PROVIDED RECORDS:
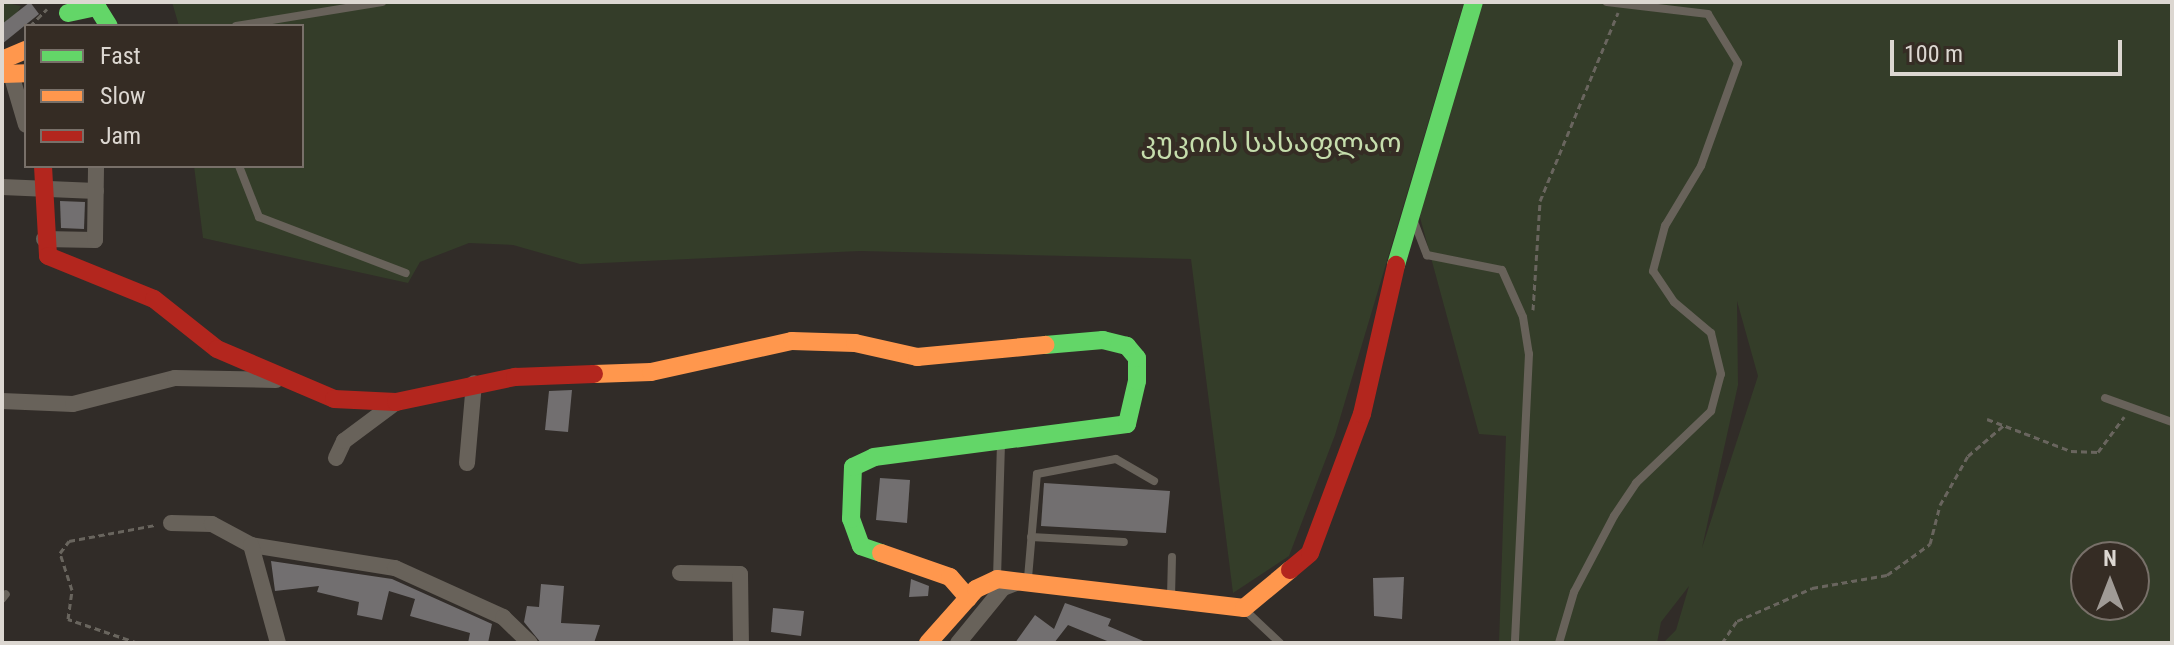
<!DOCTYPE html>
<html>
<head>
<meta charset="utf-8">
<style>
  body { margin:0 }
  #map { position:relative; width:2174px; height:645px; overflow:hidden; background:#312c28; font-family:"Roboto Condensed","Noto Sans Georgian",sans-serif }
  div>[style] { position:absolute }
  [style*='--x'] { left:calc(var(--x)*1px); top:calc(var(--y)*1px); width:calc(var(--w)*1px); rotate:calc(var(--a)*1deg) }
  .green>* { inset:0; background:#343d29 }
  .building>* { inset:0; background:#726f70 }
  .path>* { height:3px; margin-top:-1.5px; transform-origin:0; background:repeating-linear-gradient(90deg,#69655e 0 6px,transparent 0 10px) }
  .lane>* { height:8px; margin:-4px; padding:0 4px; transform-origin:4px; border-radius:4px; background:#68625a }
  .street>* { height:16px; margin:-8px; padding:0 8px; transform-origin:8px; border-radius:8px; background:#68625a }
  .fast>* { height:18px; margin:-9px; padding:0 9px; transform-origin:9px; border-radius:9px; background:#63d668 }
  .slow>* { height:18px; margin:-9px; padding:0 9px; transform-origin:9px; border-radius:9px; background:#ff974d }
  .jam>* { height:18px; margin:-9px; padding:0 9px; transform-origin:9px; border-radius:9px; background:#b3261e }
  span { translate:-50% -50%; white-space:nowrap; text-align:center; line-height:1.15; -webkit-text-stroke:8px #352c24; paint-order:stroke }
  .park-label { font-size:28px; color:#c5ddac }
  .frame { position:absolute; inset:0; border:4px solid #dcd7d1; pointer-events:none }
  .legend { position:absolute; left:24px; top:24px; width:280px; height:144px; box-sizing:border-box; background:#352c24; border:2px solid #787069; margin:0; padding:10px 14px; list-style:none; font-size:24px; color:#dcd7d1 }
  .legend li { display:flex; align-items:center; gap:16px; height:40px }
  .legend b { width:40px; border:2px solid #787069 }
  .north { position:absolute; left:2070px; top:541px; width:80px; height:80px; box-sizing:border-box; background:#352c24; border:2px solid #787069; border-radius:50%; rotate:0deg; font-size:22px; font-weight:700; line-height:32px; text-align:center; color:#dcd7d1 }
  .north::after { content:''; display:block; margin:auto; width:28px; height:36px; background:#a09b96; clip-path:polygon(50% 0,100% 100%,50% 72%,0 100%) }
  .scale { position:absolute; left:1890px; top:40px; width:232px; height:36px; box-sizing:border-box; border:4px solid #dcd7d1; border-top:0; padding-left:10px; font-size:24px; line-height:28px; white-space:nowrap; color:#dcd7d1; -webkit-text-stroke:6px #352c24; paint-order:stroke }
</style>
</head>
<body>
<div id="map">
  <div class="green">
    <i style="clip-path:polygon(2px 2px,21px 6px,2px 40px)"></i>
    <i style="clip-path:polygon(172px 2px,1464px 2px,1335px 435px,1289px 556px,1233px 593px,1191px 259px,860px 251px,580px 264px,513px 245px,469px 243px,420px 262px,408px 283px,203px 238px,194px 166px,302px 166px,302px 26px,179px 26px)"></i>
    <i style="clip-path:polygon(evenodd,1483px 2px,2172px 2px,2172px 643px,1663px 643px,1676px 630px,1689px 586px,1661px 622px,1657px 643px,1499px 643px,1506px 436px,1479px 434px,1415px 199px,1483px 2px,1737px 301px,1758px 376px,1702px 548px,1738px 385px,1737px 301px,1483px 2px,2086px 557px,2134px 557px,2134px 605px,2086px 605px,2086px 557px)"></i>
  </div>
  <div class="building">
    <i style="clip-path:polygon(30px 2px,39px 14px,2px 44px,2px 24px)"></i>
    <i style="clip-path:polygon(60px 201px,85px 202px,84px 229px,61px 228px)"></i>
    <i style="clip-path:polygon(572px 390px,568px 432px,545px 430px,549px 391px)"></i>
    <i style="clip-path:polygon(880px 478px,910px 480px,907px 523px,876px 520px)"></i>
    <i style="clip-path:polygon(1044px 483px,1170px 491px,1166px 533px,1041px 526px)"></i>
    <i style="clip-path:polygon(271px 561px,392px 579px,492px 624px,488px 643px,468px 643px,470px 633px,410px 616px,415px 599px,389px 591px,382px 620px,357px 615px,359px 602px,317px 592px,319px 586px,275px 591px)"></i>
    <i style="clip-path:polygon(1404px 577px,1402px 619px,1374px 616px,1373px 578px)"></i>
    <i style="clip-path:polygon(911px 579px,929px 586px,928px 596px,909px 597px)"></i>
    <i style="clip-path:polygon(541px 584px,564px 586px,561px 623px,600px 625px,594px 643px,541px 643px,524px 622px,527px 606px,539px 607px)"></i>
    <i style="clip-path:polygon(1065px 603px,1111px 619px,1108px 626px,1148px 643px,1112px 643px,1068px 625px,1054px 643px,1015px 643px,1035px 615px,1054px 629px)"></i>
    <i style="clip-path:polygon(773px 608px,804px 611px,801px 636px,771px 632px)"></i>
  </div>
  <div class="path">
    <i style="--x:30;--y:26;--w:24;--a:-45"></i>
    <i style="--x:1533;--y:310;--w:109;--a:-86.3"></i>
    <i style="--x:1540;--y:201;--w:204;--a:-67.5"></i>
    <i style="--x:1987;--y:419;--w:90;--a:20.9"></i>
    <i style="--x:2071;--y:451;--w:27;--a:2"></i>
    <i style="--x:2098;--y:452;--w:44;--a:-53.4"></i>
    <i style="--x:138;--y:643;--w:74;--a:-161.1"></i>
    <i style="--x:68;--y:619;--w:29;--a:-82"></i>
    <i style="--x:72;--y:590;--w:39;--a:-108"></i>
    <i style="--x:60;--y:553;--w:15;--a:-53"></i>
    <i style="--x:69;--y:541;--w:87;--a:-10.5"></i>
    <i style="--x:1722;--y:643;--w:27;--a:-56"></i>
    <i style="--x:1737;--y:621;--w:82;--a:-23.7"></i>
    <i style="--x:1812;--y:588;--w:76;--a:-9.8"></i>
    <i style="--x:1887;--y:575;--w:53;--a:-35.8"></i>
    <i style="--x:1930;--y:544;--w:40;--a:-75.6"></i>
    <i style="--x:1940;--y:505;--w:56;--a:-60.3"></i>
    <i style="--x:1968;--y:456;--w:48;--a:-40.7"></i>
  </div>
  <div class="lane">
    <i style="--x:236;--y:26;--w:148;--a:-9.3"></i>
    <i style="--x:239;--y:166;--w:55;--a:68.6"></i>
    <i style="--x:259;--y:217;--w:157;--a:20.9"></i>
    <i style="--x:1413;--y:219;--w:39;--a:69"></i>
    <i style="--x:1427;--y:255;--w:76;--a:11.3"></i>
    <i style="--x:1502;--y:270;--w:51;--a:65.9"></i>
    <i style="--x:1523;--y:317;--w:37;--a:81"></i>
    <i style="--x:1529;--y:354;--w:289;--a:92.8"></i>
    <i style="--x:2105;--y:398;--w:71;--a:19.7"></i>
    <i style="--x:1031;--y:537;--w:93;--a:3.1"></i>
    <i style="--x:997;--y:578;--w:133;--a:-88.3"></i>
    <i style="--x:1028;--y:578;--w:104;--a:-85.1"></i>
    <i style="--x:1037;--y:474;--w:80;--a:-10.8"></i>
    <i style="--x:1116;--y:459;--w:44;--a:30.1"></i>
    <i style="--x:1171;--y:597;--w:40;--a:-88.6"></i>
    <i style="--x:2;--y:599;--w:6;--a:-51"></i>
    <i style="--x:1246;--y:611;--w:47;--a:43.3"></i>
    <i style="--x:1559;--y:643;--w:53;--a:-73.6"></i>
    <i style="--x:1574;--y:592;--w:86;--a:-62.2"></i>
    <i style="--x:1614;--y:516;--w:40;--a:-56"></i>
    <i style="--x:1636;--y:483;--w:104;--a:-43.8"></i>
    <i style="--x:1711;--y:411;--w:38;--a:-75"></i>
    <i style="--x:1721;--y:374;--w:42;--a:-103.7"></i>
    <i style="--x:1711;--y:333;--w:48;--a:-140"></i>
    <i style="--x:1674;--y:302;--w:37;--a:-124"></i>
    <i style="--x:1653;--y:271;--w:47;--a:-75.1"></i>
    <i style="--x:1665;--y:226;--w:70;--a:-59"></i>
    <i style="--x:1701;--y:166;--w:109;--a:-70.2"></i>
    <i style="--x:1738;--y:63;--w:57;--a:-121.5"></i>
    <i style="--x:1708;--y:14;--w:102;--a:-173.2"></i>
  </div>
  <div class="street">
    <i style="--x:11;--y:74;--w:53;--a:73.6"></i>
    <i style="--x:2;--y:187;--w:94;--a:2.4"></i>
    <i style="--x:44;--y:239;--w:51;--a:1.1"></i>
    <i style="--x:95;--y:240;--w:74;--a:-89.2"></i>
    <i style="--x:2;--y:401;--w:71;--a:2.4"></i>
    <i style="--x:73;--y:404;--w:105;--a:-14.3"></i>
    <i style="--x:175;--y:378;--w:101;--a:1.1"></i>
    <i style="--x:336;--y:458;--w:19;--a:-65"></i>
    <i style="--x:344;--y:441;--w:64;--a:-36.7"></i>
    <i style="--x:467;--y:463;--w:80;--a:-85"></i>
    <i style="--x:171;--y:523;--w:41;--a:1.4"></i>
    <i style="--x:212;--y:524;--w:44;--a:28.3"></i>
    <i style="--x:251;--y:545;--w:146;--a:9.1"></i>
    <i style="--x:395;--y:568;--w:119;--a:24.4"></i>
    <i style="--x:503;--y:617;--w:37;--a:44"></i>
    <i style="--x:251;--y:545;--w:102;--a:74.6"></i>
    <i style="--x:680;--y:573;--w:60;--a:1"></i>
    <i style="--x:740;--y:574;--w:69;--a:89.2"></i>
    <i style="--x:958;--y:643;--w:71;--a:-50.7"></i>
    <i style="--x:1003;--y:588;--w:17;--a:-21"></i>
  </div>
  <div class="fast">
    <i style="--x:68;--y:13;--w:30;--a:-12"></i>
    <i style="--x:97;--y:7;--w:22;--a:58"></i>
    <i style="--x:1396;--y:265;--w:274;--a:-73.5"></i>
    <i style="--x:881;--y:553;--w:21;--a:-161"></i>
    <i style="--x:861;--y:546;--w:29;--a:-110"></i>
    <i style="--x:851;--y:519;--w:52;--a:-87.8"></i>
    <i style="--x:853;--y:467;--w:23;--a:-25"></i>
    <i style="--x:874;--y:457;--w:255;--a:-7.4"></i>
    <i style="--x:1127;--y:424;--w:44;--a:-76.9"></i>
    <i style="--x:1137;--y:381;--w:23;--a:-90"></i>
    <i style="--x:1137;--y:358;--w:16;--a:-130"></i>
    <i style="--x:1127;--y:346;--w:25;--a:-166"></i>
    <i style="--x:1103;--y:340;--w:58;--a:175.1"></i>
  </div>
  <div class="slow">
    <i style="--x:2;--y:60;--w:26;--a:-23"></i>
    <i style="--x:2;--y:74;--w:24;--a:-2"></i>
    <i style="--x:594;--y:374;--w:57;--a:-2"></i>
    <i style="--x:651;--y:372;--w:144;--a:-12.4"></i>
    <i style="--x:792;--y:341;--w:63;--a:1.8"></i>
    <i style="--x:855;--y:343;--w:64;--a:12.7"></i>
    <i style="--x:917;--y:357;--w:129;--a:-5.4"></i>
    <i style="--x:881;--y:553;--w:73;--a:19.2"></i>
    <i style="--x:950;--y:577;--w:28;--a:49"></i>
    <i style="--x:928;--y:643;--w:72;--a:-48.4"></i>
    <i style="--x:976;--y:589;--w:23;--a:-25"></i>
    <i style="--x:997;--y:579;--w:249;--a:6.7"></i>
    <i style="--x:1244;--y:608;--w:60;--a:-39.6"></i>
  </div>
  <div class="jam">
    <i style="--x:43;--y:166;--w:90;--a:86.8"></i>
    <i style="--x:48;--y:256;--w:114;--a:22.1"></i>
    <i style="--x:154;--y:299;--w:80;--a:38.4"></i>
    <i style="--x:217;--y:349;--w:127;--a:23.1"></i>
    <i style="--x:334;--y:399;--w:62;--a:2.8"></i>
    <i style="--x:396;--y:402;--w:122;--a:-11.9"></i>
    <i style="--x:515;--y:377;--w:79;--a:-2.2"></i>
    <i style="--x:1290;--y:570;--w:26;--a:-40"></i>
    <i style="--x:1310;--y:553;--w:148;--a:-69.5"></i>
    <i style="--x:1362;--y:414;--w:153;--a:-77.1"></i>
  </div>
  <div class="park-label">
    <span style="left:1271px;top:143px">კუკიის სასაფლაო</span>
  </div>
  <div class="frame"></div>
  <ul class="legend">
  <li><b style="height:10px;background:#63d668"></b>Fast</li>
  <li><b style="height:10px;background:#ff974d"></b>Slow</li>
  <li><b style="height:10px;background:#b3261e"></b>Jam</li>
  </ul>
  <div class="north">N</div>
  <div class="scale">100 m</div>
</div>
</body>
</html>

INSTRUCTIONS TO FOLLOW:
Where does the word "building" appear in the material above? Copy every line that holds it.

ANSWER BOX:
  .building>* { inset:0; background:#726f70 }
  <div class="building">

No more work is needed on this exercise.